Given a 32-bit signed integer, reverse digits of an integer.

Example ：

Input: 123
Output: 321

There is a special point in the title ：32 position Integers ,32 The range of bit integers is [-2147483648, 2147483647].
If it's beyond that range , Then it's time to go back 0.
And in python in ,a/10 If not completely divisible , The result of direct calculation is floating point number . Need to use int(a/10).
I didn't notice this at the beginning of the question .

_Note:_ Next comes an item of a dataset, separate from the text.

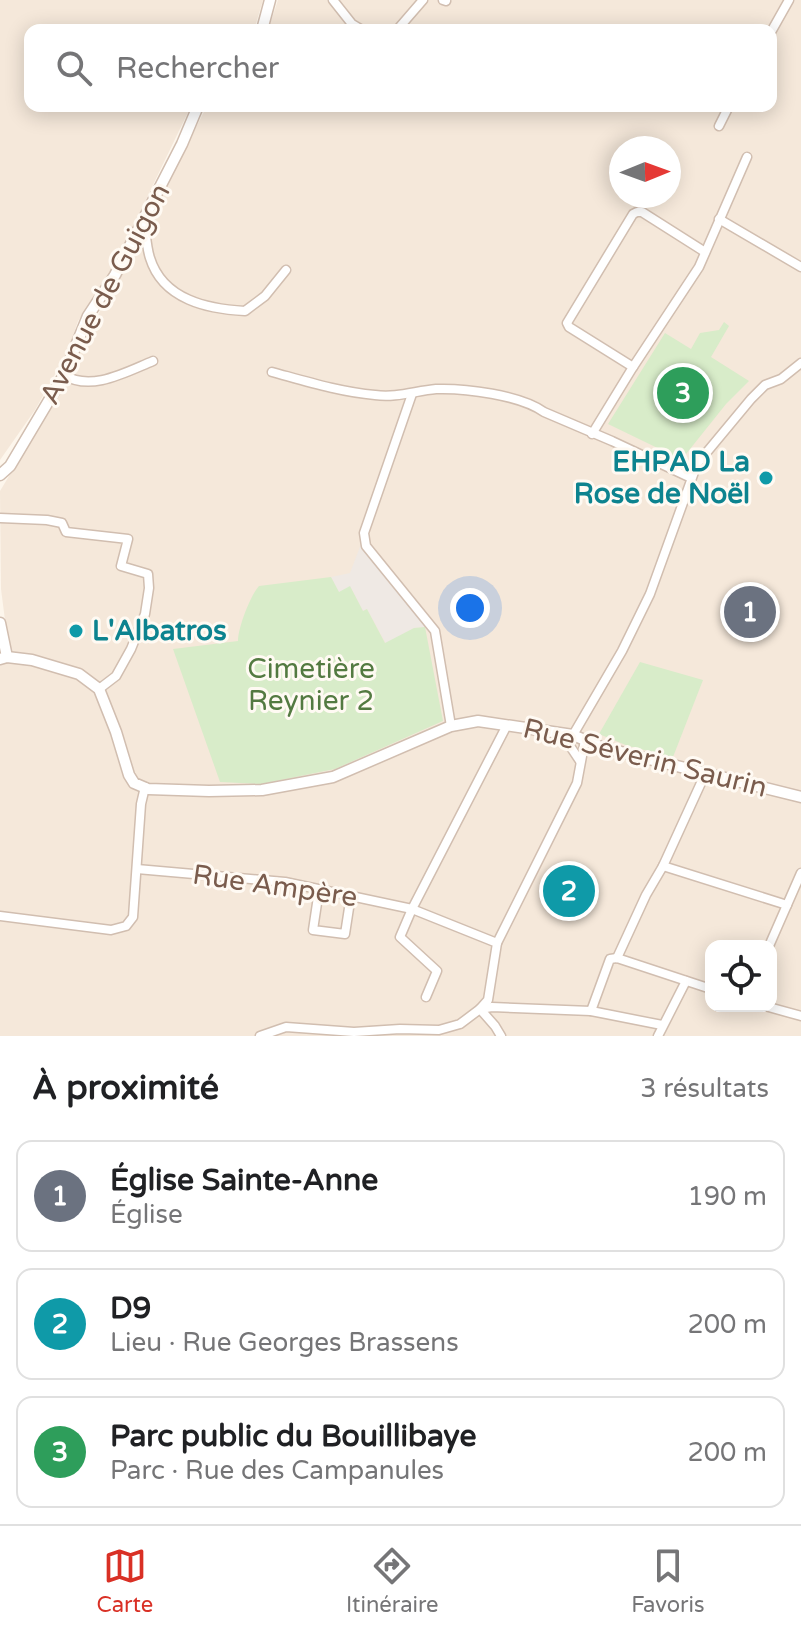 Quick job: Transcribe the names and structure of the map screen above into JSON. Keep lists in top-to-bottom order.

The result of solving the problem by yourself , It may be more cumbersome than that of the great God , But the idea is relatively clear ：
1. Treat negative numbers as positive numbers .
2. Store data bit by bit in the list , From the last digit of the original number to the first digit, it is stored in the list . If the list is empty and the last few digits of the original number are 0, Don't put it in the list .
3. Restore data upside down .
4. Judge the range of converted data , Is it a positive number or a negative number , Or more than 32 Range of bit data .

class Solution:
    def reverse(self, x):
        flag = 0
        if x < 0:
            flag = 1
            x = 0 - x
        a = x
        b = []
        while a != 0:
            if len(b) == 0 and a % 10 == 0:
                a = int(a / 10)
                continue
            b.append(a % 10)
        num = 0
        k = 1
        for i in range(len(b)):
            j = len(b) - 1 - i
            num += b[j] * k
            k = k * 10
        if flag == 0 and num <= 2**31-1:
            return num
        elif flag == 1 and num <= 2**31:
            return -num
        else:
            return 0

The complexity of time and space is O(log n)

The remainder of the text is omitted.